Friday, November 04, 2005

1 472


I'm starting to wonder how Harry is ever going to get Slughorn to confide his dark secret to him.
Was tough to go to school today. Still felt very weak, body aching, and unable to really speak without both croaking and squeaking.

School was quite ordinary. Didn't get a heartwarming sense of 'where were you teacher', except from a couple of students. I asked the kids who taught in my place yesterday and they said, without exception, the director. I asked 'what he taught' and they said he read them a religious story, in Korean. Now he can speak a bit of English, and the parents he cares so much about, are paying for their kids to learn English....couldn't help chuckling at that information. I brought it up later at our meeting, where I accused him of scamming the parents, taking their money and not doing what the school's supposed to be doing: get the kids to learn English (see below).

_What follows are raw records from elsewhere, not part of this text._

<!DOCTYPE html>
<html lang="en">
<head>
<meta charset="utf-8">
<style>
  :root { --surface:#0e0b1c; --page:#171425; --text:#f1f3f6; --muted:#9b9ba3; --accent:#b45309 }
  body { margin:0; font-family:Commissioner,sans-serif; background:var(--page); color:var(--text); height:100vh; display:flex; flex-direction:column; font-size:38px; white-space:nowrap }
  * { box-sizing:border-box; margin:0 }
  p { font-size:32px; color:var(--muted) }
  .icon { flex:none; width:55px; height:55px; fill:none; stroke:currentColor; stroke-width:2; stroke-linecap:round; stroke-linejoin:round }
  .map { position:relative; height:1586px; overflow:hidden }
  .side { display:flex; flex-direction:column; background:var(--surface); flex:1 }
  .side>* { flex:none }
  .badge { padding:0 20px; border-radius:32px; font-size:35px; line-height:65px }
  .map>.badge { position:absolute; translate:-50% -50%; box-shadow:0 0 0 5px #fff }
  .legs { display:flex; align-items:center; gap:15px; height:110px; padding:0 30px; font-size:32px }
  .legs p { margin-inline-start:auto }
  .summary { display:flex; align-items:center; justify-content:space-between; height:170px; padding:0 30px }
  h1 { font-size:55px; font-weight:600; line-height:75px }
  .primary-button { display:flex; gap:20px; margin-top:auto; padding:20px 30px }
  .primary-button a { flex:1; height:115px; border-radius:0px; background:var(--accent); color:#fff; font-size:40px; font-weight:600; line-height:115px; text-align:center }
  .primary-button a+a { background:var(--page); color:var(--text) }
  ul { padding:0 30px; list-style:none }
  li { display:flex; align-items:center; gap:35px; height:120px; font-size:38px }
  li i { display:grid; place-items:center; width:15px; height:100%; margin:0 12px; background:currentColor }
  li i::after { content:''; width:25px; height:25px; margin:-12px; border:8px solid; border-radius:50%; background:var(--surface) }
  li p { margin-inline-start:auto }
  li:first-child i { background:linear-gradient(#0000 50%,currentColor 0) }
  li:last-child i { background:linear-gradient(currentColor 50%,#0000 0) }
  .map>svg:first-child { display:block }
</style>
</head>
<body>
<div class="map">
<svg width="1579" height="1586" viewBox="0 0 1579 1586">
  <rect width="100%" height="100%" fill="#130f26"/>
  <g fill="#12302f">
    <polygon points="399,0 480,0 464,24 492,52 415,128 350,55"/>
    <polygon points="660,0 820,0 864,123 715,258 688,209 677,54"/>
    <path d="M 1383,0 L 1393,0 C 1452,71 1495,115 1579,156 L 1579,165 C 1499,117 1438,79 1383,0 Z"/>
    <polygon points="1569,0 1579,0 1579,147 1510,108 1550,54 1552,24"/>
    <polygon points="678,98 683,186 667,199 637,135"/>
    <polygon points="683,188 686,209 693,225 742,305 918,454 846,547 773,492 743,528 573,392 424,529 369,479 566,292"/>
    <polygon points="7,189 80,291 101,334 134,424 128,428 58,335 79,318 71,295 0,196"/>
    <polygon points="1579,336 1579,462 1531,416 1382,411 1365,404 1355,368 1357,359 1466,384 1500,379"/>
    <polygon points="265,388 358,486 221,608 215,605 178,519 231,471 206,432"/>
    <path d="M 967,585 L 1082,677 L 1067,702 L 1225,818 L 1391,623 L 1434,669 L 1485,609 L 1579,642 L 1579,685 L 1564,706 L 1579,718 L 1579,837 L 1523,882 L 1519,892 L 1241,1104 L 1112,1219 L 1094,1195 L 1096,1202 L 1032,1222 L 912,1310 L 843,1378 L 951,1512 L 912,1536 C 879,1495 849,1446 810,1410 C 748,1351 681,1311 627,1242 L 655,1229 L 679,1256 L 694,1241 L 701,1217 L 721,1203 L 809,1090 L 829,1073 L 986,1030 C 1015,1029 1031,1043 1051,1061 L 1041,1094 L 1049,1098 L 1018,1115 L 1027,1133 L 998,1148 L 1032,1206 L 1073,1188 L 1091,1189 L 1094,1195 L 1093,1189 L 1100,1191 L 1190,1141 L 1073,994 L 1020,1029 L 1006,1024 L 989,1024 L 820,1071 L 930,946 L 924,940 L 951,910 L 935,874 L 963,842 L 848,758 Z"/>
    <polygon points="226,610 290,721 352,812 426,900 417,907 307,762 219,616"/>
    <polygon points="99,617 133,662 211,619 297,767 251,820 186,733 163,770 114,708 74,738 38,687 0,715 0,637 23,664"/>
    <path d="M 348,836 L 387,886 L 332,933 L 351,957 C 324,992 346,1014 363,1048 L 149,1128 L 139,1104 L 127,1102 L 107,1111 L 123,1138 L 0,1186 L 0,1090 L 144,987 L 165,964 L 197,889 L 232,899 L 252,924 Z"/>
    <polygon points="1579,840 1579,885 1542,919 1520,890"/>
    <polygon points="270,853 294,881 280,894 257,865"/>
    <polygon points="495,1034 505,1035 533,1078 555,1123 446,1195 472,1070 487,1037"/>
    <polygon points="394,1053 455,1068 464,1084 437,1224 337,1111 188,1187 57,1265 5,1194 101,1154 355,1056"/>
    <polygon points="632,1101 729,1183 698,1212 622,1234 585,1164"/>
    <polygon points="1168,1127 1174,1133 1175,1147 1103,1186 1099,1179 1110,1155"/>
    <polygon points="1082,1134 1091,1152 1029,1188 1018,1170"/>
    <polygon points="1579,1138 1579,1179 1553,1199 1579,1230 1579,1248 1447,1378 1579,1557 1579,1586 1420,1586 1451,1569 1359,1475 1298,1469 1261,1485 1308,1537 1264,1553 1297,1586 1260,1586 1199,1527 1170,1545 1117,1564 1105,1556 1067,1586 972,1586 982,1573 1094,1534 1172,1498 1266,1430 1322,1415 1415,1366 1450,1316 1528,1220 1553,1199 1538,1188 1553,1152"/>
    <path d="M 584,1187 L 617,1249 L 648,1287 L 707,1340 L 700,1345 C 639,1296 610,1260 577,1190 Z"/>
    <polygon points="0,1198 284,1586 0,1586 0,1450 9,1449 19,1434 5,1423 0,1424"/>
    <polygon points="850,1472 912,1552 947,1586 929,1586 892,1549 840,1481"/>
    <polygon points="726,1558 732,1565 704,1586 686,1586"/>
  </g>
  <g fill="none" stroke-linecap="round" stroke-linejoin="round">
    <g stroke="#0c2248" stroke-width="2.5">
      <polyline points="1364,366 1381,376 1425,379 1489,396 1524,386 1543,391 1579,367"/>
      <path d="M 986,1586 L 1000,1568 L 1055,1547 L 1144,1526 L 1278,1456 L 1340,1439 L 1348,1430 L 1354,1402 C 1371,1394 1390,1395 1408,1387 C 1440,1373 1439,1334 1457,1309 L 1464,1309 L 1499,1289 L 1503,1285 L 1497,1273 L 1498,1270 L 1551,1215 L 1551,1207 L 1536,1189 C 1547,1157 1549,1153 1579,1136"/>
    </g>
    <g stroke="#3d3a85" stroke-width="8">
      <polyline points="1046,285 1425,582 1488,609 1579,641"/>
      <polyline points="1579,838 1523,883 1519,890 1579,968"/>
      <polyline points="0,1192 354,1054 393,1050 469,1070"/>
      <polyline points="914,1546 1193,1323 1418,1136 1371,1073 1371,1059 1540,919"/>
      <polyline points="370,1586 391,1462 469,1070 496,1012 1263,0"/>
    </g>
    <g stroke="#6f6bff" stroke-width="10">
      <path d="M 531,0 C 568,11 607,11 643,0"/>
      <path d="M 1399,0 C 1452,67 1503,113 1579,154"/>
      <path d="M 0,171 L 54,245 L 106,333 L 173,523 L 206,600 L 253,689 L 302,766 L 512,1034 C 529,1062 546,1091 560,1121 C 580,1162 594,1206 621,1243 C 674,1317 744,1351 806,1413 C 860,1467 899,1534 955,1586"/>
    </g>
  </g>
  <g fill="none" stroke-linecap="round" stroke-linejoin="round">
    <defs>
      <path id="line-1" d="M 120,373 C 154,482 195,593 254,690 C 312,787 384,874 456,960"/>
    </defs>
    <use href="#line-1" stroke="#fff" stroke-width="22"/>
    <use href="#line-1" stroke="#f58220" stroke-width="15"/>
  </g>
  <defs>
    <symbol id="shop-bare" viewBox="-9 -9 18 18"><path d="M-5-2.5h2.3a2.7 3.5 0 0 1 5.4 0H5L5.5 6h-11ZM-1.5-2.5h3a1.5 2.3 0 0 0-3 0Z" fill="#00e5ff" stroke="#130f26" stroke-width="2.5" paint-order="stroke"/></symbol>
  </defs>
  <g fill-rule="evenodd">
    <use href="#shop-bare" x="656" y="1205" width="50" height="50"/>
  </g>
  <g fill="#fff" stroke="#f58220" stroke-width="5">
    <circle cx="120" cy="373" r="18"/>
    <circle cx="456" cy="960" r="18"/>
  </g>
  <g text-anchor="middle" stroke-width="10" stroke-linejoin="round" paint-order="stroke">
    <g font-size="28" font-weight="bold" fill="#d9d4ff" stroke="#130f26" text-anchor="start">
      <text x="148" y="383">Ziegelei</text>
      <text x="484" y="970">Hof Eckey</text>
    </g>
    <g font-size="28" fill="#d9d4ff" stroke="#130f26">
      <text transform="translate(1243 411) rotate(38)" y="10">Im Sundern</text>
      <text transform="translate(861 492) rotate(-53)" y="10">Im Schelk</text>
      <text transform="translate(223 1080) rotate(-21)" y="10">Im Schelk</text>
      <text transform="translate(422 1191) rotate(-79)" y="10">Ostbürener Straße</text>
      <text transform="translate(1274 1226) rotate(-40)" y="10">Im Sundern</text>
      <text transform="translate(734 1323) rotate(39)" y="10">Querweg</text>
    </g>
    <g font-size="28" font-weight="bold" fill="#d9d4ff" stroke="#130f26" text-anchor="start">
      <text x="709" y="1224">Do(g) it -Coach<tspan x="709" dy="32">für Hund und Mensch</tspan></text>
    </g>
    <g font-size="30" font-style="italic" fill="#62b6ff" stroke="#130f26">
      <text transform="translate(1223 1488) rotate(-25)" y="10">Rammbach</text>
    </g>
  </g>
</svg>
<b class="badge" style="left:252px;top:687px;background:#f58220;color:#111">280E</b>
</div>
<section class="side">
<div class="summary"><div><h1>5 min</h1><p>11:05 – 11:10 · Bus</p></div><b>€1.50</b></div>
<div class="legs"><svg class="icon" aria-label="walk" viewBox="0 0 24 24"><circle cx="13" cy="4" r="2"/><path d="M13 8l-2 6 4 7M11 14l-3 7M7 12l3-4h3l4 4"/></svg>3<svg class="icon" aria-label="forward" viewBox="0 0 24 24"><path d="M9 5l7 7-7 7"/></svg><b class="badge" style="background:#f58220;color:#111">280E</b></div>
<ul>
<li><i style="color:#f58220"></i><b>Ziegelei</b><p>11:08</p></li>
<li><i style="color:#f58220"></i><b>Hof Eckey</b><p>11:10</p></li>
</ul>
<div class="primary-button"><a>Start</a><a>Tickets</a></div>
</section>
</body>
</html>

The meeting this evening was a real triumph. Curiously, last night I happened to download Tony Robbins (Lessons in Mastery) and found myself listening to it this morning, dreary eyed, in the bus.
I only listened to a piece, but I think it gave me a boost for the whole day. It was about identity, and that control over one's own self, what goes on inside us, is the power we have over ourselves and our world. What goes on beyond that is far less important.
I also read my diary, from 2002, and realised to what extent I'd come to Korea with a really positive attitude, and lots of enthusiasm, and just how, over a period of time, I had to deal with a lot of weirdos and assholes, both koreans and foreigners. Mostly in the hagwons. I really think these jobs attract a strange, insecure, and not entirely rational, subset of society. And hey, I'm the first to admit, I'm part of this group whether I like it or not. I don't like it, of course, which is why very soon I'll no longer be identifiable as part of it.

It was good to play the director at his own game, and wear him out, even though I was tired, I was sick and I was unhappy. I feel a much clearer sense of purpose, a much more certain sense of what I'm doing, than I felt on Thursday, when I started feeling a sense of appreciation for having a job in the first place. I think that was an attempt to stay in a comfort zone. I think being ill, it's easier to feel like that's the best thing.

I still feel feverish and icky, but felt pretty happy after work. Must have showed on my face 'cos more than one Korean girl caught my eye and some smiled at me, one girl even said, "Hello."
I called Corneli from Sandpresso and she came over (from having a shower) to hear my story - I'd called her just before my meeting.
Then she ran off for chicken at Allalie, and I bumped into Andrea and Liz. We had a long conversation that took us all the way in and out of the Nike store. We made plans to maybe go bowling on Sunday.

So I'm in a good place, mentally. I've defended myself in these situations before, and won. I got scammed out of money at Farmovs and after a meeting they paid me out in full. I took a company that fired me to the Labor Board in South Africa and got a R5 000 payout (a lawyer later said I could have got R10 000). And so on and so forth. But it's also true, that I've not always won, and it's important to pick your fights. I picked this one, and came out on top, and it's a feather in my cap after six months here. People teach you how to treat them, and you teach them how to treat you. It seems I have learnt something here after all.